Print all the data that follows exactly, images excluded.

Material provided
┄┄┄┄┄┄┄┄┄┄
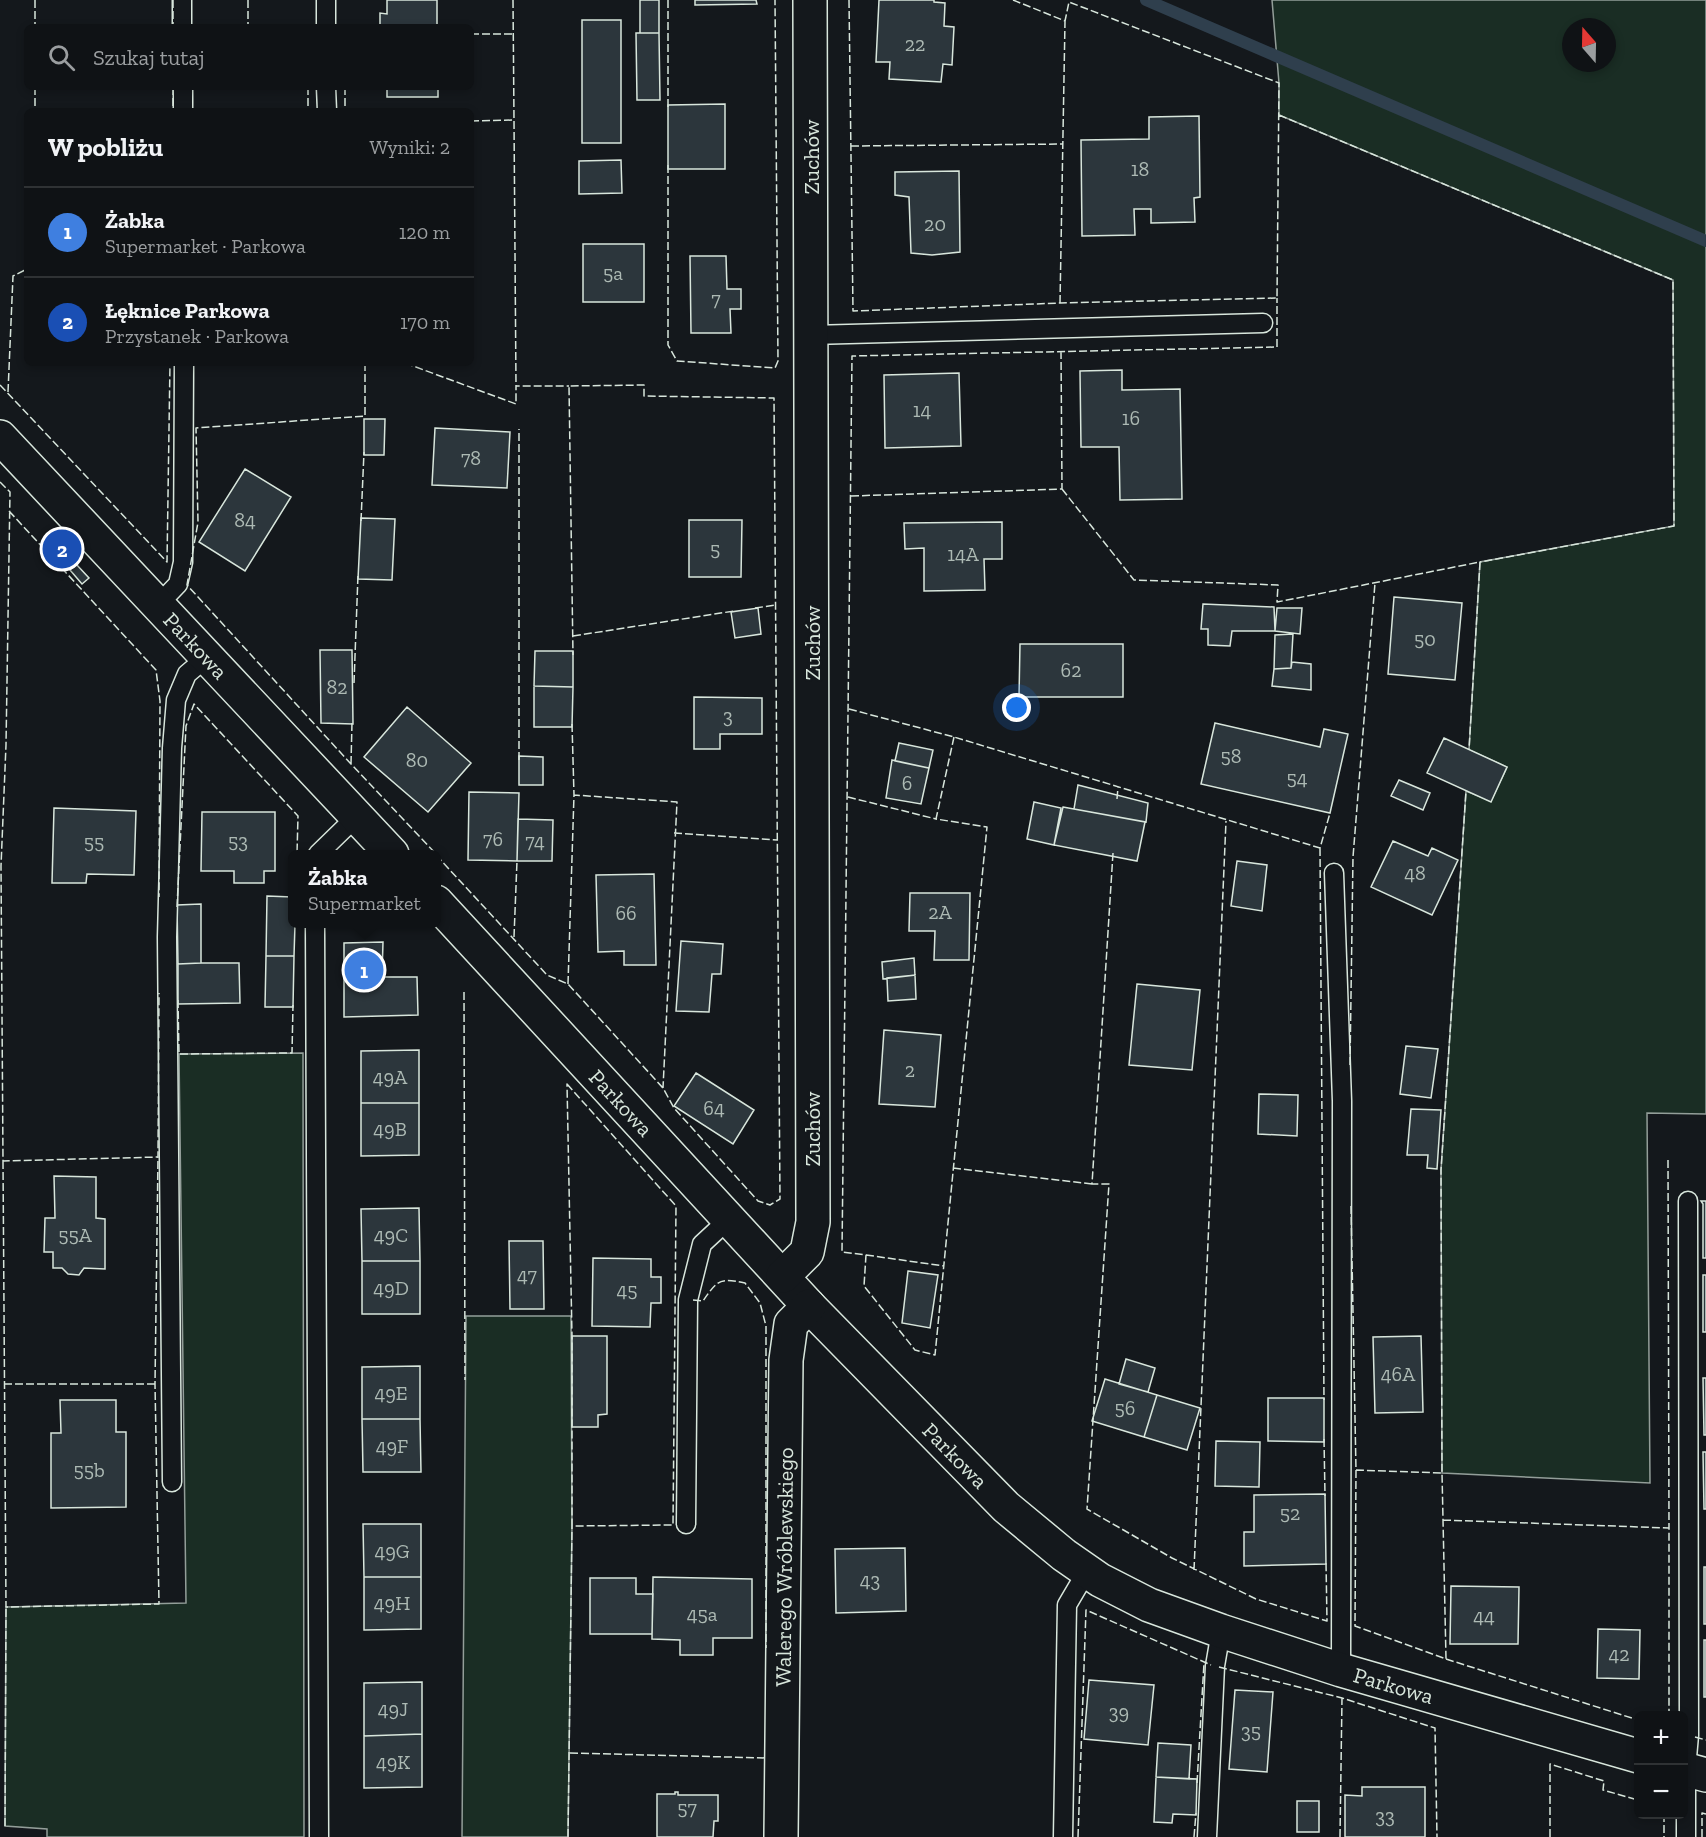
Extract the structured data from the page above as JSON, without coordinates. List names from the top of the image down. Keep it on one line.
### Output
{"streets":{"street":["Zuchów","Parkowa","Walerego Wróblewskiego"]},"crossings":[["Zuchów","Parkowa"],["Parkowa","Walerego Wróblewskiego"]],"house_numbers":["22","18","20","5a","7","14","16","78","84","5","14A","50","62","82","3","58","80","54","6","76","53","74","55","48","2A","66","2","49A","64","49B","55A","49C","47","49D","45","46A","49E","56","49F","55b","52","49G","43","49H","45a","44","42","49J","39","35","49K","57","33"],"north":"top","page":{"search":"Szukaj tutaj","heading":["W pobliżu","Wyniki: 2"],"list":[{"mark":"1","name":"Żabka","note":"Supermarket · Parkowa","value":"120 m"},{"mark":"2","name":"Łęknice Parkowa","note":"Przystanek · Parkowa","value":"170 m"}],"pins":["2","1"],"popup":["Żabka","Supermarket"],"map_buttons":["+","−"]}}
┄┄┄┄┄┄┄┄┄┄
Answer below
Extract the structured data from the page above as JSON, without coordinates. List names from the top of the image down. Keep it on one line.
### Output
{"streets":{"street":["Zuchów","Parkowa","Walerego Wróblewskiego"]},"crossings":[["Zuchów","Parkowa"],["Parkowa","Walerego Wróblewskiego"]],"house_numbers":["22","18","20","5a","7","14","16","78","84","5","14A","50","62","82","3","58","80","54","6","76","53","74","55","48","2A","66","2","49A","64","49B","55A","49C","47","49D","45","46A","49E","56","49F","55b","52","49G","43","49H","45a","44","42","49J","39","35","49K","57","33"],"north":"top","page":{"search":"Szukaj tutaj","heading":["W pobliżu","Wyniki: 2"],"list":[{"mark":"1","name":"Żabka","note":"Supermarket · Parkowa","value":"120 m"},{"mark":"2","name":"Łęknice Parkowa","note":"Przystanek · Parkowa","value":"170 m"}],"pins":["2","1"],"popup":["Żabka","Supermarket"],"map_buttons":["+","−"]}}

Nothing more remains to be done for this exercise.